(SUPPLIED ENTRIES):
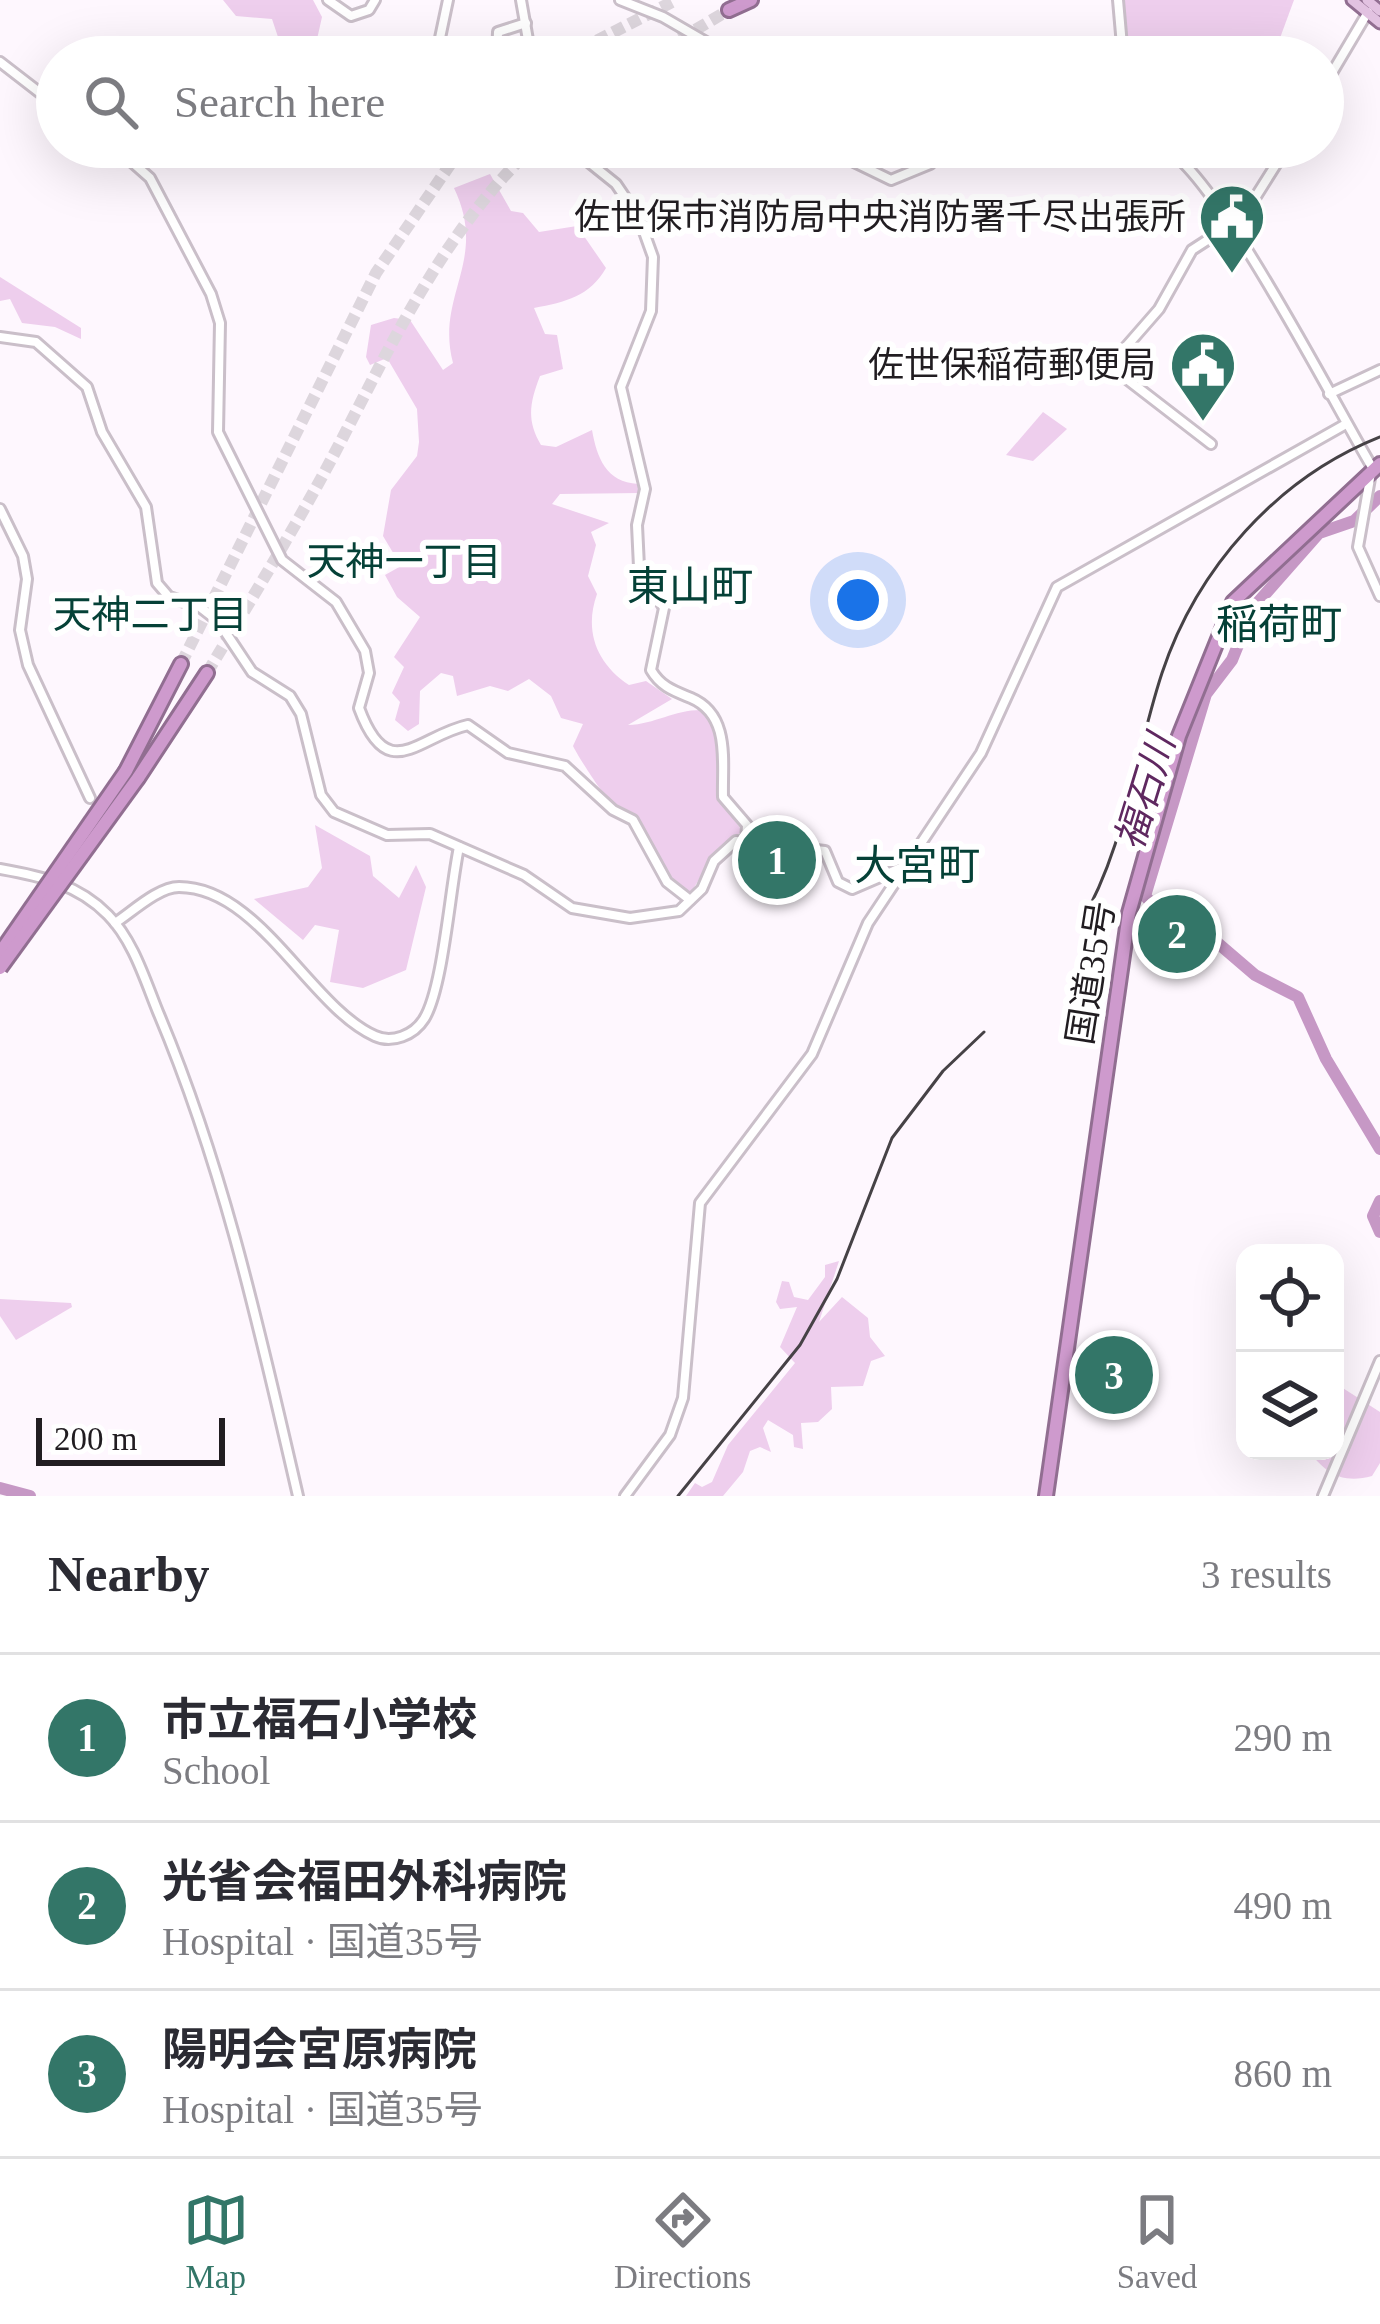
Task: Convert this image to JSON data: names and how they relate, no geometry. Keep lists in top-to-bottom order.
{
  "streets": {
    "highway": ["国道35号"]
  },
  "districts": [
    "天神一丁目",
    "東山町",
    "天神二丁目",
    "稲荷町",
    "大宮町"
  ],
  "water": ["福石川"],
  "places": {
    "public building": ["佐世保市消防局中央消防署千尽出張所", "佐世保稲荷郵便局"]
  },
  "scale_bar": "200 m",
  "page": {
    "search": "Search here",
    "pins": ["1", "2", "3"],
    "scale": "200 m",
    "heading": ["Nearby", "3 results"],
    "list": [
      {
        "mark": "1",
        "name": "市立福石小学校",
        "note": "School",
        "value": "290 m"
      },
      {
        "mark": "2",
        "name": "光省会福田外科病院",
        "note": "Hospital · 国道35号",
        "value": "490 m"
      },
      {
        "mark": "3",
        "name": "陽明会宮原病院",
        "note": "Hospital · 国道35号",
        "value": "860 m"
      }
    ],
    "nav": ["Map", "Directions", "Saved"]
  }
}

(TASK DETAILS):
Could you give the listing again exactly, minus its pictures?

(WRITTEN ANSWER):
Task: Convert this image to JSON data: names and how they relate, no geometry. Keep lists in top-to-bottom order.
{
  "streets": {
    "highway": ["国道35号"]
  },
  "districts": [
    "天神一丁目",
    "東山町",
    "天神二丁目",
    "稲荷町",
    "大宮町"
  ],
  "water": ["福石川"],
  "places": {
    "public building": ["佐世保市消防局中央消防署千尽出張所", "佐世保稲荷郵便局"]
  },
  "scale_bar": "200 m",
  "page": {
    "search": "Search here",
    "pins": ["1", "2", "3"],
    "scale": "200 m",
    "heading": ["Nearby", "3 results"],
    "list": [
      {
        "mark": "1",
        "name": "市立福石小学校",
        "note": "School",
        "value": "290 m"
      },
      {
        "mark": "2",
        "name": "光省会福田外科病院",
        "note": "Hospital · 国道35号",
        "value": "490 m"
      },
      {
        "mark": "3",
        "name": "陽明会宮原病院",
        "note": "Hospital · 国道35号",
        "value": "860 m"
      }
    ],
    "nav": ["Map", "Directions", "Saved"]
  }
}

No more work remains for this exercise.